### WORK TO COMPLETE
Number of lines below with the word "Elevation": state it and write nothing more.

BEGIN

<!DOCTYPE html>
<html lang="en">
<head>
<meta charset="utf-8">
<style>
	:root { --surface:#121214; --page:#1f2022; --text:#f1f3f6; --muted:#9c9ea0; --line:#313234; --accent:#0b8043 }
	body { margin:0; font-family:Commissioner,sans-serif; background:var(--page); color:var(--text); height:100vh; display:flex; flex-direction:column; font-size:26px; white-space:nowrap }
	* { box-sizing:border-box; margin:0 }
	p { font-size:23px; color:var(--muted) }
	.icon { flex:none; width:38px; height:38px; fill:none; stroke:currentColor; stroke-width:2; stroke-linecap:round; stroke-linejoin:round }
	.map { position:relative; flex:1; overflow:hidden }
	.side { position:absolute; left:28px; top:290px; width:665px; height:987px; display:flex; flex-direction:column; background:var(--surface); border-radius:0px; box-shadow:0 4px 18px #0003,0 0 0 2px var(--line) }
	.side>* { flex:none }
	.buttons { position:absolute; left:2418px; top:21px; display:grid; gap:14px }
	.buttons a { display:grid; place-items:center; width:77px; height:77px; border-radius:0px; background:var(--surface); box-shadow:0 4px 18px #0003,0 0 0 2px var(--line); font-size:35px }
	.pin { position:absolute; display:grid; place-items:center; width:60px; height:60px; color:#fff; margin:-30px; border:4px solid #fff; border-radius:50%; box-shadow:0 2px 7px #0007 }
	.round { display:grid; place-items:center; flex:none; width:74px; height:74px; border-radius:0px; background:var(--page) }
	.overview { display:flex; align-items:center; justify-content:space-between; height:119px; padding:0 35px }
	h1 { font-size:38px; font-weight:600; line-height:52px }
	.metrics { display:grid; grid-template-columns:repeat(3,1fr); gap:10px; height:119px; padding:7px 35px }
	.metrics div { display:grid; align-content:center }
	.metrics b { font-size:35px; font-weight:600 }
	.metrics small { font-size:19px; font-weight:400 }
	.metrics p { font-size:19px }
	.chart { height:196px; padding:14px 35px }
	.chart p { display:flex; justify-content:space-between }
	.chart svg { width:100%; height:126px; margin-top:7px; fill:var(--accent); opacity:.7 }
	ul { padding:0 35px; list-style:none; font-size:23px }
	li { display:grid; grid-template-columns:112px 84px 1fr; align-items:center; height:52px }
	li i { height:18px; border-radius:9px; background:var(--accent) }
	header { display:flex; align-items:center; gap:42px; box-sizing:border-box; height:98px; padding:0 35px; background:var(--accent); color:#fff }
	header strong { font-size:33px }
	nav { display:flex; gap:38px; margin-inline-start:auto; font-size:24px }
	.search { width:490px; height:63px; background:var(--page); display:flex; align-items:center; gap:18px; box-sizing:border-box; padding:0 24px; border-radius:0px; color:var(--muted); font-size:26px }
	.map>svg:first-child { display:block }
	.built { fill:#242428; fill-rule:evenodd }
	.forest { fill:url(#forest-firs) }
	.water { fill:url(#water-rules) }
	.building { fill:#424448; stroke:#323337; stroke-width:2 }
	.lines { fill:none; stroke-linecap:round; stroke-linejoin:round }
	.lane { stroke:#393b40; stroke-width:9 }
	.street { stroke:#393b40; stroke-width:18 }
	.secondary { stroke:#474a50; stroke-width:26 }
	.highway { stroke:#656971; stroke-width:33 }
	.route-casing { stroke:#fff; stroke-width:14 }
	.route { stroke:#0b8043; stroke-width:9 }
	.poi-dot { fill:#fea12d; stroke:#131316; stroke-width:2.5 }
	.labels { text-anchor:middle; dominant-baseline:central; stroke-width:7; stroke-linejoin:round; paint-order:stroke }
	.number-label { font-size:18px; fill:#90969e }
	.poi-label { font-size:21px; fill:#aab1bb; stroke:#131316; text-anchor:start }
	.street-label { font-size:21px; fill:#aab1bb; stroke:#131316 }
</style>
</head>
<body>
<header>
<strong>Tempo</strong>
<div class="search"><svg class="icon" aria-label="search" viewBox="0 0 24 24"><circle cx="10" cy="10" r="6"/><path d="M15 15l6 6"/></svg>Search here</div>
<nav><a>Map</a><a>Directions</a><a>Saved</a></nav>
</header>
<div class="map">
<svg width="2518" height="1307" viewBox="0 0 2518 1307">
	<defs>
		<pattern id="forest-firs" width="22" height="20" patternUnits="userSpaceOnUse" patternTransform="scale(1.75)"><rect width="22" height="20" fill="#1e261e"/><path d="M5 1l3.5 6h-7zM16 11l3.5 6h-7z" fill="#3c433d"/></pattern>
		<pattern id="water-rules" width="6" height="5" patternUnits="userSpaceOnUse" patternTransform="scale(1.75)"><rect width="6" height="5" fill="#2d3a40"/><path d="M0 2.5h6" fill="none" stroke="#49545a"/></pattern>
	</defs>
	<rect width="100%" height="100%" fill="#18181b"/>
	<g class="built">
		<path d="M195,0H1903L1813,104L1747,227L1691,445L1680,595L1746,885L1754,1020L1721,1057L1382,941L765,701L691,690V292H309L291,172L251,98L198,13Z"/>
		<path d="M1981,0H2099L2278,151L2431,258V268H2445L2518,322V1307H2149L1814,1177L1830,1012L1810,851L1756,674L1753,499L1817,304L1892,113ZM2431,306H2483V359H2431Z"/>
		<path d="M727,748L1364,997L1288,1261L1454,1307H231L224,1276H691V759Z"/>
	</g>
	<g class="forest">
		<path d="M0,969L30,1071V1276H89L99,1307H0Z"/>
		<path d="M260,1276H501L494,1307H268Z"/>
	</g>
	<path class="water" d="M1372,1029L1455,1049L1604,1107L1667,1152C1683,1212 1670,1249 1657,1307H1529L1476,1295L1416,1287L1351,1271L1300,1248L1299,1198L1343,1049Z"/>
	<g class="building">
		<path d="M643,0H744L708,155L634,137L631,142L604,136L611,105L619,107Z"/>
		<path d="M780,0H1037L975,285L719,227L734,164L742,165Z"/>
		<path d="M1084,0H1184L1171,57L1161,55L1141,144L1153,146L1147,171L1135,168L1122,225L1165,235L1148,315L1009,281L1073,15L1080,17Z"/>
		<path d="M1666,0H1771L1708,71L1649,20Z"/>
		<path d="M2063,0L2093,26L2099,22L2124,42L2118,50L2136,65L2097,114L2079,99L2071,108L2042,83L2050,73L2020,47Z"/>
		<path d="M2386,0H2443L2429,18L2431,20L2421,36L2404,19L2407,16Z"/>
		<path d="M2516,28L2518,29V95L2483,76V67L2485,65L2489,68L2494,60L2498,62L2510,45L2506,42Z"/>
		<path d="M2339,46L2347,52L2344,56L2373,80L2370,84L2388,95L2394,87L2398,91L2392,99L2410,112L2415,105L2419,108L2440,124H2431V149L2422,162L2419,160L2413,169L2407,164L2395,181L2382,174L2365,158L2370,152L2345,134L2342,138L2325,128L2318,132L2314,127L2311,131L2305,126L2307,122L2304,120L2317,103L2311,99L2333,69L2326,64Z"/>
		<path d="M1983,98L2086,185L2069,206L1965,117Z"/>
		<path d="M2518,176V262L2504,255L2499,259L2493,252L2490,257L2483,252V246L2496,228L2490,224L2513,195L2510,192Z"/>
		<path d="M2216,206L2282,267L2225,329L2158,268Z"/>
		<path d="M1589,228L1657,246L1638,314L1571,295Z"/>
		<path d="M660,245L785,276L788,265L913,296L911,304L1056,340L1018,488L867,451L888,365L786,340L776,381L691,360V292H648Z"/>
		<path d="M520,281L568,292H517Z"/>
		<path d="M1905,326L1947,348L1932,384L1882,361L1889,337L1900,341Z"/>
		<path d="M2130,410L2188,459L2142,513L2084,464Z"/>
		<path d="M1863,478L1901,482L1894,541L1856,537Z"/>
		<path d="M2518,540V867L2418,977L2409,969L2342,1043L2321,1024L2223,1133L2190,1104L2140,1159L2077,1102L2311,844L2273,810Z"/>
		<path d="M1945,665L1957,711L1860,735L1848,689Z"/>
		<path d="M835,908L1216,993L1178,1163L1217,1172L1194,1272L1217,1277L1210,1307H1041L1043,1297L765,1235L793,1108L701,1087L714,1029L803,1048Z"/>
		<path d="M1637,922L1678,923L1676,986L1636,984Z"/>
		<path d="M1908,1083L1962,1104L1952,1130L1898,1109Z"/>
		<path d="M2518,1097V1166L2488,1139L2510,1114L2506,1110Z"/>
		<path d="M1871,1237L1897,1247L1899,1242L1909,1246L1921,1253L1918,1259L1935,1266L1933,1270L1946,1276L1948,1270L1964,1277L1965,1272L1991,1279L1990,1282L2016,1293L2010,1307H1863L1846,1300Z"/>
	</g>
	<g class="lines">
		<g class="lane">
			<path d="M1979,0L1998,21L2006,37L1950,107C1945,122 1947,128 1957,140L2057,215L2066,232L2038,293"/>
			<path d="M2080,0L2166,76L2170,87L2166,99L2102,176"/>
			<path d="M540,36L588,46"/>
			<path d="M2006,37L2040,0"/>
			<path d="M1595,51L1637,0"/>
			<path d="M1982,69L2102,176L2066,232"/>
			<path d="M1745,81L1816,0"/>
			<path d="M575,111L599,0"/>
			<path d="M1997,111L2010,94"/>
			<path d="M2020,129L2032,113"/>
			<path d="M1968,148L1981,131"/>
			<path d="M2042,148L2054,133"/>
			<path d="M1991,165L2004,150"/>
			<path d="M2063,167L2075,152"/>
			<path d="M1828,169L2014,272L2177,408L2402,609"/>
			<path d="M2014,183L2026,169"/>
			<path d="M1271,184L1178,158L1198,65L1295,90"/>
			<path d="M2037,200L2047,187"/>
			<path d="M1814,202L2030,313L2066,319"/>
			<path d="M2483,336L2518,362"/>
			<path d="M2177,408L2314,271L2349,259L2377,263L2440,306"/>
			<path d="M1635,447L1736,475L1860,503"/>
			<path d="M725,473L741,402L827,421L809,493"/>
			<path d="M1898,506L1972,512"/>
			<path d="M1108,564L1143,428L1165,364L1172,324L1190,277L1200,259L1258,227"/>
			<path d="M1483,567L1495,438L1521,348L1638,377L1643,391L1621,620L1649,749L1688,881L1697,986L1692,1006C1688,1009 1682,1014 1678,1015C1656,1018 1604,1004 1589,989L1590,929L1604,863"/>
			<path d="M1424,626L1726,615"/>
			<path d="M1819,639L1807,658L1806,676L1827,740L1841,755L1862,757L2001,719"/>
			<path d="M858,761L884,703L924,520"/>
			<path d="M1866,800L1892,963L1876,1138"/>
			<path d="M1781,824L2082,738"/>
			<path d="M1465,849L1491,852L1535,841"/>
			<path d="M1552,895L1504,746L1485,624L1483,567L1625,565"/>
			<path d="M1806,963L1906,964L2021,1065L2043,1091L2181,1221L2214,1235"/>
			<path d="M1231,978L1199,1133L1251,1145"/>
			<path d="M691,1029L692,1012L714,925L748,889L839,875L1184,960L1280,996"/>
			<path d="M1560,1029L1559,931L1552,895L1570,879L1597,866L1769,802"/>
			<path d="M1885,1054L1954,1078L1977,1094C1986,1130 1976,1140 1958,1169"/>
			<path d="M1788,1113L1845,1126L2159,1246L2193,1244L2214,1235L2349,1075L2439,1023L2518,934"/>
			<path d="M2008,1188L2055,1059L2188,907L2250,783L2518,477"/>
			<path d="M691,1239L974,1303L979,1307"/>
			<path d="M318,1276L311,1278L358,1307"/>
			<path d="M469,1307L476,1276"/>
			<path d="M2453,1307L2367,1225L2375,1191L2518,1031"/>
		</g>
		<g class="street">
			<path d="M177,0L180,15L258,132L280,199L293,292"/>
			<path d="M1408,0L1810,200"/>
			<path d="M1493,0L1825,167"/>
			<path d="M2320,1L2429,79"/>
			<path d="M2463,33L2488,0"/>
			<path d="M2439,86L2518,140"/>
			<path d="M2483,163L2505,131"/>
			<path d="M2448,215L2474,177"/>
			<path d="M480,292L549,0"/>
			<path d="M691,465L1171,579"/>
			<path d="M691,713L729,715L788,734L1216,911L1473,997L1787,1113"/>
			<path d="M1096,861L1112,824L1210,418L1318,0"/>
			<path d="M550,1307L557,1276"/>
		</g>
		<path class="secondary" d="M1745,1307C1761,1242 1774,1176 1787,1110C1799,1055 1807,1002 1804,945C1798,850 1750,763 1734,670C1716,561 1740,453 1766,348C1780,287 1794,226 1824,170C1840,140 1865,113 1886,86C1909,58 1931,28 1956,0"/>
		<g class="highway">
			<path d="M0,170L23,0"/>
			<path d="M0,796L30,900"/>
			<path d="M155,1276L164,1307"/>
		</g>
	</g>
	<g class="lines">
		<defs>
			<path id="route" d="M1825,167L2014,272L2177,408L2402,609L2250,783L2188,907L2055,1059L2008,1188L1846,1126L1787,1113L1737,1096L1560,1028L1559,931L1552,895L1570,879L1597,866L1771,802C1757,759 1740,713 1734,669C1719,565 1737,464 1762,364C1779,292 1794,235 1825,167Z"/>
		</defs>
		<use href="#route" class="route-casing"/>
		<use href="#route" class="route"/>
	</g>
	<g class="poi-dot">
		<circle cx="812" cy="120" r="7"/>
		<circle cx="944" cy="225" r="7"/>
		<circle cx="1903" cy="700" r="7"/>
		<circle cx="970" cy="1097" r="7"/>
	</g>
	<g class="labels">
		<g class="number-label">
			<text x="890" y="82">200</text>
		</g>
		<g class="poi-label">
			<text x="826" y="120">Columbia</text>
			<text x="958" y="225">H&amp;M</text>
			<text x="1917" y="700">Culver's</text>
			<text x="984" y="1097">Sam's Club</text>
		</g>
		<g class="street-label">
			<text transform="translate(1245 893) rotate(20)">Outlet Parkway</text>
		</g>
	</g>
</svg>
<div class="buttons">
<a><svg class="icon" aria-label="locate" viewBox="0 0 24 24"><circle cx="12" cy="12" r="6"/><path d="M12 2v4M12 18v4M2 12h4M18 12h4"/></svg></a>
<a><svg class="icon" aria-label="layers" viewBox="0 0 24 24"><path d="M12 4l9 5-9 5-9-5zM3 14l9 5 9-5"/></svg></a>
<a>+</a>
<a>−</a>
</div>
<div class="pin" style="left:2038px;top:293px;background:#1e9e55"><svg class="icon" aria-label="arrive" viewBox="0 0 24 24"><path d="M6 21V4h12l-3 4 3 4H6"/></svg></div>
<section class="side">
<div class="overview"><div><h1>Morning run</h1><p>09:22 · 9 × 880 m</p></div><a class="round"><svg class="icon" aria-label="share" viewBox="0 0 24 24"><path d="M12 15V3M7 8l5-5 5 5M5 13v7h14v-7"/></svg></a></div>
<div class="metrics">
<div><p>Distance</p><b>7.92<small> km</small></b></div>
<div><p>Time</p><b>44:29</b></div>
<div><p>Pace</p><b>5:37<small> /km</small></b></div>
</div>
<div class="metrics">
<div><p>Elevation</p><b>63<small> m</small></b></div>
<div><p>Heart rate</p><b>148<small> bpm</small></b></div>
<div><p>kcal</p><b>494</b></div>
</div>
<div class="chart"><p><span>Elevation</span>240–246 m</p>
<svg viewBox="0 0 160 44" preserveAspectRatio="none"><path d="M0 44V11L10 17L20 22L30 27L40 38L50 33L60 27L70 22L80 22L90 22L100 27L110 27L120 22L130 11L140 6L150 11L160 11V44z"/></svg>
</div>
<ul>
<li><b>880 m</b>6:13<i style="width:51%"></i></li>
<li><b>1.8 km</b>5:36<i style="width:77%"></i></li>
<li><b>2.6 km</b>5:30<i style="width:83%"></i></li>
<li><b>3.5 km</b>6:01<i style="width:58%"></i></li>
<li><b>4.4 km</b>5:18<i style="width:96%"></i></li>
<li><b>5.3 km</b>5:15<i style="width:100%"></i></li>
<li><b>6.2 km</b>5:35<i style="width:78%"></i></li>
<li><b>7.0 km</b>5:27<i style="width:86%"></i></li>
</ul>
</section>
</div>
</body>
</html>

END

### TASK RESULT
2